By Mike Keenan
What a glorious way to end the season. I do not know how Norm Foster does it! Renovations For Six is yet another world premiere, and the writing ranks right up there with his very best material, so funny that he had the audience laughing and chuckling with merriment throughout the two acts.
In her program notes, director Patricia Vanstone says that, “Norm Foster amazes me in the breadth of his writing. Working back to back on his two latest plays has been a revelation to me. Going from the heart-felt storytelling of Come Down From Up River to the high-octane pace of Renovations For Six has been exhilarating – both plays are laugh-out-loud funny but so different in style and content.”
She is blessed with another strong cast. Shayna (Cosette Derome) and Grant Perkins (Wes Berger) are newly arrived in town and anxious to make friends and network for Shayna’s Pilates business so the young couple decide to host a cocktail party. Derome suggests that they each pick one couple. Berger picks Wing Falterman (William Vickers) a furniture salesman where he is the newly arrived manager and Billie (Nora McLellan), Wing’s wife. They abandoned a song-and-dance act and show biz to raise their daughter. Derome picks a fellow book-club member, snooty psychiatrist Veronica Dunn-Dudet (Leah Pinsent) and her husband Maurice Dudet (Peter KeLeghan), an engineer who has left his high-paying job to write a novel. The only thing that they have in common is that all three couples are undergoing house renovations. We soon learn that their relationships could also use a little fix-up.

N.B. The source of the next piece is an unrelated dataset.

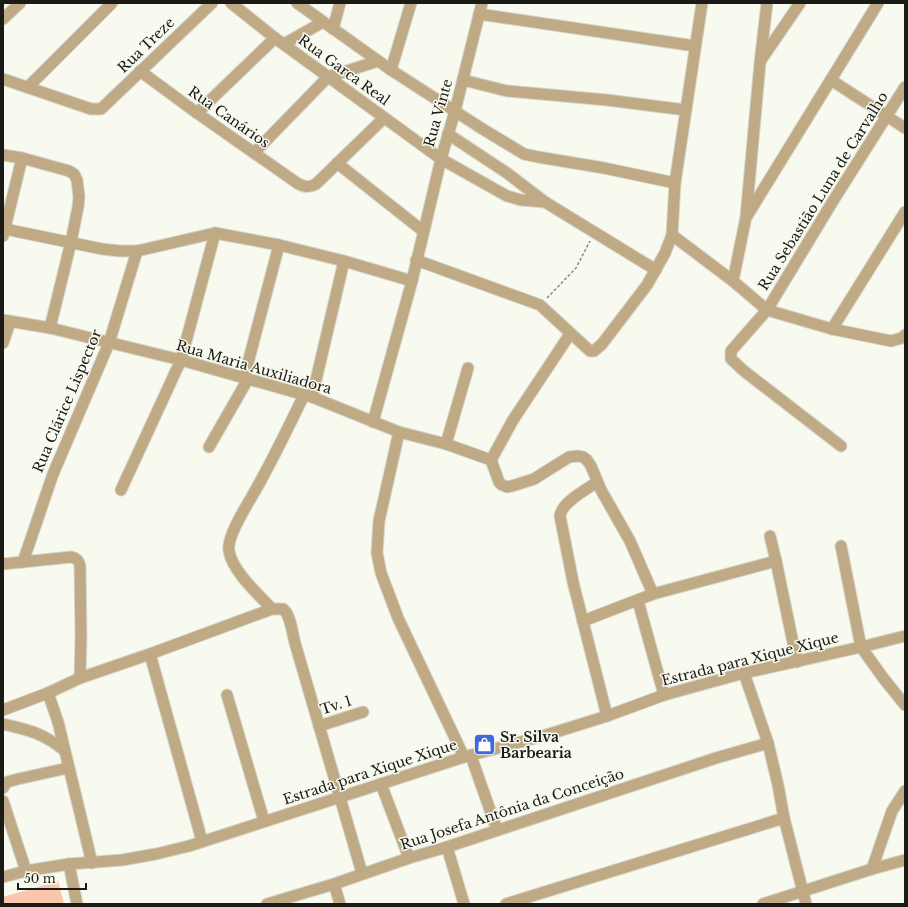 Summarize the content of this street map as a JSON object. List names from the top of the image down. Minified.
{"streets":{"street":["Rua Treze","Rua Garca Real","Rua Vinte","Rua Canários","Rua Sebastião Luna de Carvalho","Rua Maria Auxiliadora","Rua Clárice Lispector","Estrada para Xique Xique","Tv. 1","Rua Josefa Antônia da Conceição"]},"crossings":[["Rua Treze","Rua Canários"],["Rua Garca Real","Rua Vinte"],["Rua Vinte","Rua Maria Auxiliadora"],["Rua Maria Auxiliadora","Rua Clárice Lispector"]],"places":{"shop":["Sr. Silva Barbearia"]},"scale_bar":"50 m"}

One set represents the living area of all three homes. When a scene between one couple is concluding, the scene between the next couple begins in the same space, sometimes with four or six actors on stage at once. The living space is an open concept home that is in the midst of renovations. This requires split-second timing and the skilled cast is up to the task. It was fascinating to watch them make this scenario work.
Berger is making his Foster Festival debut. Derome was terrific in Screwball Comedy. Pinsent is a three-time Gemini award winner, featured on TV and film. McLellan and Vickers are Shaw Festival vets. Keleghan is a five-time Gemini award winner best known as anchorman Jim Wallcott in The Newsroom. He plays opposite his real-life wife, Pinsent. Both Peter Hartwell (Set & Costumes) and Chris Malkowski (lighting) have been with the Shaw Festival.
I thoroughly enjoyed Derome’s zest and youthful effervescence. Berger was wonderful as a shady manager whose “all-righty then” responses land him in trouble. Pinsent excelled at being snarky with everyone including her husband and Keleghan’s self-deprecation and resonant voice was wonderful to behold. But Vickers and McLellan stole the show, their wicked witticisms producing thunderous laughter particularly when they brood about why they were invited, convincing her husband that he is going to be fired. Foster is a master of comedy of manners, and his dialogue centering on sex and bathroom location was sidesplitting funny.
Vanstone describes Foster’s piece as “a roller coaster ride through the cocktail party from hell!” Renovations For Six is well worth watching and there are a limited number of performances left (ends Aug. 25) to see at the beautiful PAC with its inviting lounge where one may sip wine before the play and at intermission.